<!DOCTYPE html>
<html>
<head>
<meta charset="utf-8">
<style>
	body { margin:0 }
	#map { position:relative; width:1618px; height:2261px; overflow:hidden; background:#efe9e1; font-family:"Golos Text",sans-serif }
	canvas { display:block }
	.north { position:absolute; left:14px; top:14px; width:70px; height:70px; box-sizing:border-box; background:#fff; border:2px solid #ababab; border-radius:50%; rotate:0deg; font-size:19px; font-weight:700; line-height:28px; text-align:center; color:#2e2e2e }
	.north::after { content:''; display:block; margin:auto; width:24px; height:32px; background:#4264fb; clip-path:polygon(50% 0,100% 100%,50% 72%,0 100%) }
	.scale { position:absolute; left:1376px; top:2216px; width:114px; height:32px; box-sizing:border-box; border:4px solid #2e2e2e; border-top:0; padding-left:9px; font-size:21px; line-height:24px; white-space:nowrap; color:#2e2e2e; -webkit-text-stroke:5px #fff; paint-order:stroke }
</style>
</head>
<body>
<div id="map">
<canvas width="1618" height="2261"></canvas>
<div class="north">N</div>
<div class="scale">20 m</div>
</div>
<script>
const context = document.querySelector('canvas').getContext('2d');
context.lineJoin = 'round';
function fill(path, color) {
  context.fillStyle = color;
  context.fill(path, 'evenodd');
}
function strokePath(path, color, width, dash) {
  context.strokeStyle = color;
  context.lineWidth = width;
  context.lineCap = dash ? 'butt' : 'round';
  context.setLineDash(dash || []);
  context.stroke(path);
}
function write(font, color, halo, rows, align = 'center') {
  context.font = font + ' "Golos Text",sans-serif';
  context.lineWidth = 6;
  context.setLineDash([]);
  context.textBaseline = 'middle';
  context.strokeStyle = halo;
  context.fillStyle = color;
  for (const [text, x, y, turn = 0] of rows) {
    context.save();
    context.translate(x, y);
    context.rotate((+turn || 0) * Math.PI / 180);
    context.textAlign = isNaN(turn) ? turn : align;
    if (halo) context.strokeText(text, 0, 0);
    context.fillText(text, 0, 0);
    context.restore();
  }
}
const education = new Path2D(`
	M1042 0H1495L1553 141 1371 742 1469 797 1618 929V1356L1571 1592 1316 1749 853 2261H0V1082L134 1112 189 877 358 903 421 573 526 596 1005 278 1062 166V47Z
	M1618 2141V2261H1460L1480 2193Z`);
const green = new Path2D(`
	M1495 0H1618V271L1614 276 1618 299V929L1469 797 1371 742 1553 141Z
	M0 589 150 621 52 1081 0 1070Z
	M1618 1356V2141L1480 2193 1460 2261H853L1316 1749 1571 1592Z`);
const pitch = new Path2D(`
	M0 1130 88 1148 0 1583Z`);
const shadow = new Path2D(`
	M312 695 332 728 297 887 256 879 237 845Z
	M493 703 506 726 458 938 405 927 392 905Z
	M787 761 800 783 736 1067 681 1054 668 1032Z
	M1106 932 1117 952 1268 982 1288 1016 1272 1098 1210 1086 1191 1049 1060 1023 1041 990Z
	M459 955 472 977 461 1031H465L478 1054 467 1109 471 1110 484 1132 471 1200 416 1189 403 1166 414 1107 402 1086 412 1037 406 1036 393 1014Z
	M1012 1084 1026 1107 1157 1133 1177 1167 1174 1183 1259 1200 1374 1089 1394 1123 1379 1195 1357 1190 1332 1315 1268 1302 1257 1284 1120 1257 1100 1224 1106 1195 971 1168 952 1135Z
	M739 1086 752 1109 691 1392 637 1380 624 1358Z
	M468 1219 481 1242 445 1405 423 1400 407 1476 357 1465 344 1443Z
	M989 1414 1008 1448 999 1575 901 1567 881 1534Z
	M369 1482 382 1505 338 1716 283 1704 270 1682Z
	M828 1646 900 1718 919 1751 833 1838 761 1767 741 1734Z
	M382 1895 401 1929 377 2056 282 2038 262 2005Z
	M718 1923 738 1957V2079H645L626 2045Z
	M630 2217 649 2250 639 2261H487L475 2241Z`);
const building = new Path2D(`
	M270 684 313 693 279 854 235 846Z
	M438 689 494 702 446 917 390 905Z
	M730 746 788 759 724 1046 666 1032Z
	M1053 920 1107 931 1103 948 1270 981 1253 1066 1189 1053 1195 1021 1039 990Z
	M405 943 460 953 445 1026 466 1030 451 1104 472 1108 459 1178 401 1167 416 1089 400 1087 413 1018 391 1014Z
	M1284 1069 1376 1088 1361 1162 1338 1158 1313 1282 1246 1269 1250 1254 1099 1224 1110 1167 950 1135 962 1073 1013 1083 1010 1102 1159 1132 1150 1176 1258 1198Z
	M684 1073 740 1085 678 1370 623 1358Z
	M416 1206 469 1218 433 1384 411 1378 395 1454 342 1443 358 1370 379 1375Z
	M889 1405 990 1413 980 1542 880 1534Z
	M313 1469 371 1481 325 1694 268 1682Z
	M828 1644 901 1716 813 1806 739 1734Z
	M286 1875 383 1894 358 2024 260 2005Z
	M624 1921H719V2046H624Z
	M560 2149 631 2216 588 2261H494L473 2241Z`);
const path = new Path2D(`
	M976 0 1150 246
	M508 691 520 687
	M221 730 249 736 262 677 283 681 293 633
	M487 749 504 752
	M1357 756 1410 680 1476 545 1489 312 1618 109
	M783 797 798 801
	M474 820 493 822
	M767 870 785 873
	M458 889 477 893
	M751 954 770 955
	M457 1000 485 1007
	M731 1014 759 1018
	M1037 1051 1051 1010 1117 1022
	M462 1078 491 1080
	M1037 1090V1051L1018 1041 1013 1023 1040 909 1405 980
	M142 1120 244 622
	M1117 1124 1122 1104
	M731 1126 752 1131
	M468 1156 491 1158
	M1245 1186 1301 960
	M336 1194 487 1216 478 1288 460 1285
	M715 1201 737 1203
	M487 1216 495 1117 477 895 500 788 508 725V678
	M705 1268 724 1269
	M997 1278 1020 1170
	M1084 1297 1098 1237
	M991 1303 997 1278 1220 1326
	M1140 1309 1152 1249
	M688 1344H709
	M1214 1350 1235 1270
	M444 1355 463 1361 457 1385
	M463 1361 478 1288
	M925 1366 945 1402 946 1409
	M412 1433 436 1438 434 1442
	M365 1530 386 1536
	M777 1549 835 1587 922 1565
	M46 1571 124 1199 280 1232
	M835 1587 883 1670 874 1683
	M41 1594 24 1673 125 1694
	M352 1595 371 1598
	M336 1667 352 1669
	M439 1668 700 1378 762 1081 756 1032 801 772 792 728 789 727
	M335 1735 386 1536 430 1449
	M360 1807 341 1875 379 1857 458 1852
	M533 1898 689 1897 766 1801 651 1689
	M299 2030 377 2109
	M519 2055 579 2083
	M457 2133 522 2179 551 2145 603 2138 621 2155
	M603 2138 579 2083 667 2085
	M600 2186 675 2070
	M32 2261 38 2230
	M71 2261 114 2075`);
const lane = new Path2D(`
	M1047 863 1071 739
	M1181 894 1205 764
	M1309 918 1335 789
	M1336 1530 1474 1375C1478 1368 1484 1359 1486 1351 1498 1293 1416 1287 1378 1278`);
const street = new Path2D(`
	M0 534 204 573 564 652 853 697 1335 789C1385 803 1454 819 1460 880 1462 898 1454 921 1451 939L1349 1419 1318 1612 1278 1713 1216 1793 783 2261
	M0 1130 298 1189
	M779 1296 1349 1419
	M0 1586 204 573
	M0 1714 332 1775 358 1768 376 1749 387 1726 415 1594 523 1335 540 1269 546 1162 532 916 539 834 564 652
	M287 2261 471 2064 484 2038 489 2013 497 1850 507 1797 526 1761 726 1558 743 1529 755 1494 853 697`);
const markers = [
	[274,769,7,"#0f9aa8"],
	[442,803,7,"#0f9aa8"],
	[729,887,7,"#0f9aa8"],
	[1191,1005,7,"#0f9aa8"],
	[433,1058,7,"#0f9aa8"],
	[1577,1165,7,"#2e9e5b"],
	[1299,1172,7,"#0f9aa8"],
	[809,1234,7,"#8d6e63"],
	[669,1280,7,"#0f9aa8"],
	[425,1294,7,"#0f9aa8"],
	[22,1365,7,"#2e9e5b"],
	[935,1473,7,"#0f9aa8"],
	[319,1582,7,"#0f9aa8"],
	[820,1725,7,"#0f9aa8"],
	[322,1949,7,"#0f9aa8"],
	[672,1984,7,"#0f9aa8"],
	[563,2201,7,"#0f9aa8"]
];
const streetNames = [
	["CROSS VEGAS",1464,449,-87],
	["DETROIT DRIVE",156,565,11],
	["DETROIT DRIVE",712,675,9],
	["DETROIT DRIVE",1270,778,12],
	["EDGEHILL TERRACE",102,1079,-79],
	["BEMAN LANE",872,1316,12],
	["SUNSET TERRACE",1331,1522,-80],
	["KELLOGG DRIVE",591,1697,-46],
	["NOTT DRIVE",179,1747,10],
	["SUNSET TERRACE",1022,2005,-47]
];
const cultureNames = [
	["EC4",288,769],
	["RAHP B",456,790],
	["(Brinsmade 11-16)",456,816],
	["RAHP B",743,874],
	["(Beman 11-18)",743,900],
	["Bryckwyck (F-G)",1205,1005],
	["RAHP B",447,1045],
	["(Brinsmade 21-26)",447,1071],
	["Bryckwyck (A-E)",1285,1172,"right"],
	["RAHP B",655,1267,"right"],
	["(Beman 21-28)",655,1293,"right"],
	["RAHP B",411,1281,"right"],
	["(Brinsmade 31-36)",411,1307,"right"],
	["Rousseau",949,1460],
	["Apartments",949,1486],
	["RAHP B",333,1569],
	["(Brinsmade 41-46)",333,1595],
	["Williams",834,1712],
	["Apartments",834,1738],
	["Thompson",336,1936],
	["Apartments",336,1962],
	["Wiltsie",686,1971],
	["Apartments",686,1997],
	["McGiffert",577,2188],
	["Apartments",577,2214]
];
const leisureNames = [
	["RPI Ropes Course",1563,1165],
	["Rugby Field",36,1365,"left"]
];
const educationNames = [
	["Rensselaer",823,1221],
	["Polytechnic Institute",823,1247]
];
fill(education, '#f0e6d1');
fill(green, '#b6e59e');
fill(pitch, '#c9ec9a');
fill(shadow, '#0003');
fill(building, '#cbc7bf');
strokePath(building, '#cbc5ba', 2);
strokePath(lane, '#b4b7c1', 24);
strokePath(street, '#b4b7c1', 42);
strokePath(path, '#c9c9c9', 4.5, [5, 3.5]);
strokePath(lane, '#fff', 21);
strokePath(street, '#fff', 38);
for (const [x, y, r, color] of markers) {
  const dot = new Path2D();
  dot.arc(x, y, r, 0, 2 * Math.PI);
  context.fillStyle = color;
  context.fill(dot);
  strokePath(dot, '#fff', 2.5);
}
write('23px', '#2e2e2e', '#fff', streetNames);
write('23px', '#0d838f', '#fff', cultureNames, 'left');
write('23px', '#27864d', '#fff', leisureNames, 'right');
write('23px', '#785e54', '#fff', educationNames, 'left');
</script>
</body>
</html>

**Task directions:** The reply should hold only the lines of the listing above starting at the line containing "function strokePath(path, color, width, dash)" and ending at the line containing "M468 1219 481", exactly as written.

**Response to the exercise:**
function strokePath(path, color, width, dash) {
  context.strokeStyle = color;
  context.lineWidth = width;
  context.lineCap = dash ? 'butt' : 'round';
  context.setLineDash(dash || []);
  context.stroke(path);
}
function write(font, color, halo, rows, align = 'center') {
  context.font = font + ' "Golos Text",sans-serif';
  context.lineWidth = 6;
  context.setLineDash([]);
  context.textBaseline = 'middle';
  context.strokeStyle = halo;
  context.fillStyle = color;
  for (const [text, x, y, turn = 0] of rows) {
    context.save();
    context.translate(x, y);
    context.rotate((+turn || 0) * Math.PI / 180);
    context.textAlign = isNaN(turn) ? turn : align;
    if (halo) context.strokeText(text, 0, 0);
    context.fillText(text, 0, 0);
    context.restore();
  }
}
const education = new Path2D(`
	M1042 0H1495L1553 141 1371 742 1469 797 1618 929V1356L1571 1592 1316 1749 853 2261H0V1082L134 1112 189 877 358 903 421 573 526 596 1005 278 1062 166V47Z
	M1618 2141V2261H1460L1480 2193Z`);
const green = new Path2D(`
	M1495 0H1618V271L1614 276 1618 299V929L1469 797 1371 742 1553 141Z
	M0 589 150 621 52 1081 0 1070Z
	M1618 1356V2141L1480 2193 1460 2261H853L1316 1749 1571 1592Z`);
const pitch = new Path2D(`
	M0 1130 88 1148 0 1583Z`);
const shadow = new Path2D(`
	M312 695 332 728 297 887 256 879 237 845Z
	M493 703 506 726 458 938 405 927 392 905Z
	M787 761 800 783 736 1067 681 1054 668 1032Z
	M1106 932 1117 952 1268 982 1288 1016 1272 1098 1210 1086 1191 1049 1060 1023 1041 990Z
	M459 955 472 977 461 1031H465L478 1054 467 1109 471 1110 484 1132 471 1200 416 1189 403 1166 414 1107 402 1086 412 1037 406 1036 393 1014Z
	M1012 1084 1026 1107 1157 1133 1177 1167 1174 1183 1259 1200 1374 1089 1394 1123 1379 1195 1357 1190 1332 1315 1268 1302 1257 1284 1120 1257 1100 1224 1106 1195 971 1168 952 1135Z
	M739 1086 752 1109 691 1392 637 1380 624 1358Z
	M468 1219 481 1242 445 1405 423 1400 407 1476 357 1465 344 1443Z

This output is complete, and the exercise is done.